Mit der an seinem Wohnsitz in Wien gereichten Klage warf Max Schrems dem Internetkonzern als privater Nutzer von Facebook eine Reihe von Verstößen gegen das europäische Datenschutzrecht vor, von ungültigen Datenschutzbestimmungen bis hin zur Datenweitergabe an US-Geheimdienste. Facebook argumentierte dagegen, Schrems sei kein Verbraucher, sondern ein „Unternehmer“, da er „im Zusammenhang mit der Durchsetzung seiner Ansprüche Bücher publiziert, teilweise auch entlohnte Vorträge hält, Webseiten betreibt und Spenden zur Durchsetzung seiner Ansprüche sammelt“. Daher sei der Status des Klägers als Verbraucher abzuweisen.

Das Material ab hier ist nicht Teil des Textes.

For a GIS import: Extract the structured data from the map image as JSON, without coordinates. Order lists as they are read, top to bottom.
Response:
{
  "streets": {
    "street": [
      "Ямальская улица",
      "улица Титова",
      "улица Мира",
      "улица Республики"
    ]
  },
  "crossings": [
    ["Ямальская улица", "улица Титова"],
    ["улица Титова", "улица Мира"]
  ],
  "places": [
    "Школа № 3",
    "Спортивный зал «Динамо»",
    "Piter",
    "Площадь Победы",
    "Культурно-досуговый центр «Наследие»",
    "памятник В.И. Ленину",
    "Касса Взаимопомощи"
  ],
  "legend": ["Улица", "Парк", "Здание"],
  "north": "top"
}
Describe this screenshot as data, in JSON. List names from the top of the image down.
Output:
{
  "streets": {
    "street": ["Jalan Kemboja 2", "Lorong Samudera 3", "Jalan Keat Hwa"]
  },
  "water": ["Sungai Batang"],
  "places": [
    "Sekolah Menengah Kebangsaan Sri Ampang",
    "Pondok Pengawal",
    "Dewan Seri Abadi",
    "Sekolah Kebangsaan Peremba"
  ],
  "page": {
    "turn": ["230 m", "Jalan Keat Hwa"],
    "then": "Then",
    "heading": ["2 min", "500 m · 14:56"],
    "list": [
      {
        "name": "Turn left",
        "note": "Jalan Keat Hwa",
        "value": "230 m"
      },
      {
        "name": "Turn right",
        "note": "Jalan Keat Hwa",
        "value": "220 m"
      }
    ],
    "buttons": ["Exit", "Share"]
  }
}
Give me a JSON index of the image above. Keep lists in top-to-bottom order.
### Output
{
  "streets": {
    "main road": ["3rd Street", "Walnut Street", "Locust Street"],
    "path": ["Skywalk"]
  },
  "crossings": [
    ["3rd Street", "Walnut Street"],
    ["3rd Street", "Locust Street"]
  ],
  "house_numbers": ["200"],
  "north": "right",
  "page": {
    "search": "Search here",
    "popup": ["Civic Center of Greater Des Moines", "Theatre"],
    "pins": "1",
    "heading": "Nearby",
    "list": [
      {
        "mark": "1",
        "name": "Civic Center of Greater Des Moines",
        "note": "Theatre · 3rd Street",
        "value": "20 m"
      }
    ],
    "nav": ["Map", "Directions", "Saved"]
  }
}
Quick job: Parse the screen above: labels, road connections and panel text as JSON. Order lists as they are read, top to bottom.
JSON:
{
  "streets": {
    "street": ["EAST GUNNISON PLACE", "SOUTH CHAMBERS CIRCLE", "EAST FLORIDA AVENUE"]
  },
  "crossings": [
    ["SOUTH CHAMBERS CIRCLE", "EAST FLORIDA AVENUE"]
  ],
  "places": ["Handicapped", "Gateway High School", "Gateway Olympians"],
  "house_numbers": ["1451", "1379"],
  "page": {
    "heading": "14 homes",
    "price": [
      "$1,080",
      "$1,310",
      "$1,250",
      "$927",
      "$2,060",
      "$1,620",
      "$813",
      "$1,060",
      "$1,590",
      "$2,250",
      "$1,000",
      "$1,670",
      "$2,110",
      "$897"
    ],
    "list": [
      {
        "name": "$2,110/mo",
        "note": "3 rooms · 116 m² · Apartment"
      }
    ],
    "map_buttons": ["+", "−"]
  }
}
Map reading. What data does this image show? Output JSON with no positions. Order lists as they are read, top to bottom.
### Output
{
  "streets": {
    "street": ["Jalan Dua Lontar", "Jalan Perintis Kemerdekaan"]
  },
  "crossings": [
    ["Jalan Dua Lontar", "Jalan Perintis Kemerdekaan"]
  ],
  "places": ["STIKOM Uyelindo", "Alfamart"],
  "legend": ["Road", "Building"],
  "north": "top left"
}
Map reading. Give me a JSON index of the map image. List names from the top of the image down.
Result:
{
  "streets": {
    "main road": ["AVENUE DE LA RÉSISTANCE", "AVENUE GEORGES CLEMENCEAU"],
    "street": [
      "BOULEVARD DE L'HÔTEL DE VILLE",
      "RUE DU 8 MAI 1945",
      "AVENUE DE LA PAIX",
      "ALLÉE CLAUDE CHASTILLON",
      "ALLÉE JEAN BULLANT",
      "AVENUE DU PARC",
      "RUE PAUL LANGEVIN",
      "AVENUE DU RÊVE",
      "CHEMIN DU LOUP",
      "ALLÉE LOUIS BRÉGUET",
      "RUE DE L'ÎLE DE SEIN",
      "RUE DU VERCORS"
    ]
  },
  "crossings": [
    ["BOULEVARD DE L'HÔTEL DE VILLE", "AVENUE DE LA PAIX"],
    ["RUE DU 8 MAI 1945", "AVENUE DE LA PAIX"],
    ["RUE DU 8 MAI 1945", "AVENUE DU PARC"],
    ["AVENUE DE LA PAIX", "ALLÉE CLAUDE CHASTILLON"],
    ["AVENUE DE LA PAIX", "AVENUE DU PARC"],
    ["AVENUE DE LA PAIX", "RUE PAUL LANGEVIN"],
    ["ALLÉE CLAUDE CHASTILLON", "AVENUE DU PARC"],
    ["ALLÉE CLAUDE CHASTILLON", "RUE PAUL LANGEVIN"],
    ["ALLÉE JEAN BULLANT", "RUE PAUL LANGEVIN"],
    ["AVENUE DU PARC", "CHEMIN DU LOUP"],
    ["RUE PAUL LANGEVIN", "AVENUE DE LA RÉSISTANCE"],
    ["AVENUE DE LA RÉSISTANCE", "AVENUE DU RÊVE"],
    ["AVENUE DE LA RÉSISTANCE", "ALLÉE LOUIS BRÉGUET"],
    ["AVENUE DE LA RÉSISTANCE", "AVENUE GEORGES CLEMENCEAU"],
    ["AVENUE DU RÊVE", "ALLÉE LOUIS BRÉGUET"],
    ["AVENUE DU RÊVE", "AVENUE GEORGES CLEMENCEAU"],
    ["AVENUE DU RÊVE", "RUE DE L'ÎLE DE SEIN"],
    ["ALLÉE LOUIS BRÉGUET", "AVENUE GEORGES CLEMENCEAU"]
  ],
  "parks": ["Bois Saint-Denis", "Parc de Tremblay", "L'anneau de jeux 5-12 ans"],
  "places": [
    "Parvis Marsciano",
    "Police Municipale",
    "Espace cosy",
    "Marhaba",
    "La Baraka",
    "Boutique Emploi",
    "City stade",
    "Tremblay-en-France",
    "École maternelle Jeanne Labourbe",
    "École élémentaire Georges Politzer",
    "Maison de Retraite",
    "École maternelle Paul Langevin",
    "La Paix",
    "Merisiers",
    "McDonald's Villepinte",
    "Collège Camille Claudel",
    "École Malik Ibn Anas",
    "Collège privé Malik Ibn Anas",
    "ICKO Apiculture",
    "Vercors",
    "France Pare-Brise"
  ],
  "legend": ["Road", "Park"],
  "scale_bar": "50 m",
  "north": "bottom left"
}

Hintergrund ist, dass sich die Europa-Zentrale von Facebook in Irland befindet. Als Unternehmer hätte Max Schrems eine Klage dort einreichen müssen statt an seinem Gerichtsstand als Verbraucher in Österreich. In Irland aber könnten sich die Kosten eines Datenschutzverfahrens auf mehrere Millionen Euro summieren und damit eine Klage praktisch unmöglich machen.
Weder das österreichische Gericht noch der EuGH-Generalanwalt folgten jedoch der Argumentation Facebooks. Max Schrems ist daher „froh, dass der Generalanwalt hier ein wichtiges Zeichen für alle Menschen setzt, die sich in ihrer Freizeit gesellschaftlich engagieren“. Von Facebook erwartet er eine öffentliche Richtigstellung nach einer jahrelangen „Schmutzkübelkampagne“, die gegen ihn gefahren wurde. „Nach der Ansicht des Generalanwalts kann ich nun jedenfalls eine Musterklage für meinen Einzelfall in Wien führen, was viele rechtswidrigen Vorgehensweisen von Facebook aufdecken und abstellen könnte.“
Hinsichtlich der angestrebten Sammelklage befand Generalanwalt Bobek aber, eine österreichische Sammelklage sei nicht gegen Unternehmen in einem anderen EU-Mitgliedsstaat möglich. Laut Schrems stellte er sich damit auch gegen die Ansicht der Europäischen Kommission, die die Möglichkeit einer Sammelklage befürwortet und das europäische Recht anders versteht. „Sollte der Gerichtshof der Ansicht des Generalanwalts folgen, würde dem Europäischen Binnenmarkt schwerer Schaden zugefügt“, kommentiert sein Anwalt Professor Herwig Hofmann. „Verbraucher würden dann aktiv davon abgehalten, im Internet Anbieter aus dem EU-Ausland zu wählen. Ihre Rechte wären in der Realität nicht mehr durchsetzbar – ein unhaltbares Ergebnis, dass uns in die Situation der 50ziger Jahre zurück werfen würde.“
Die Einschätzung des Generalanwalts ist nicht bindend für den Europäischen Gerichtshof. In der Praxis jedoch folgen die Richter in den meisten Fällen seiner Empfehlung. Nach ihrer voraussichtlichen Entscheidung Anfang 2018 steht die Weiterführung des Verfahrens beim Obersten Gerichtshof in Österreich an.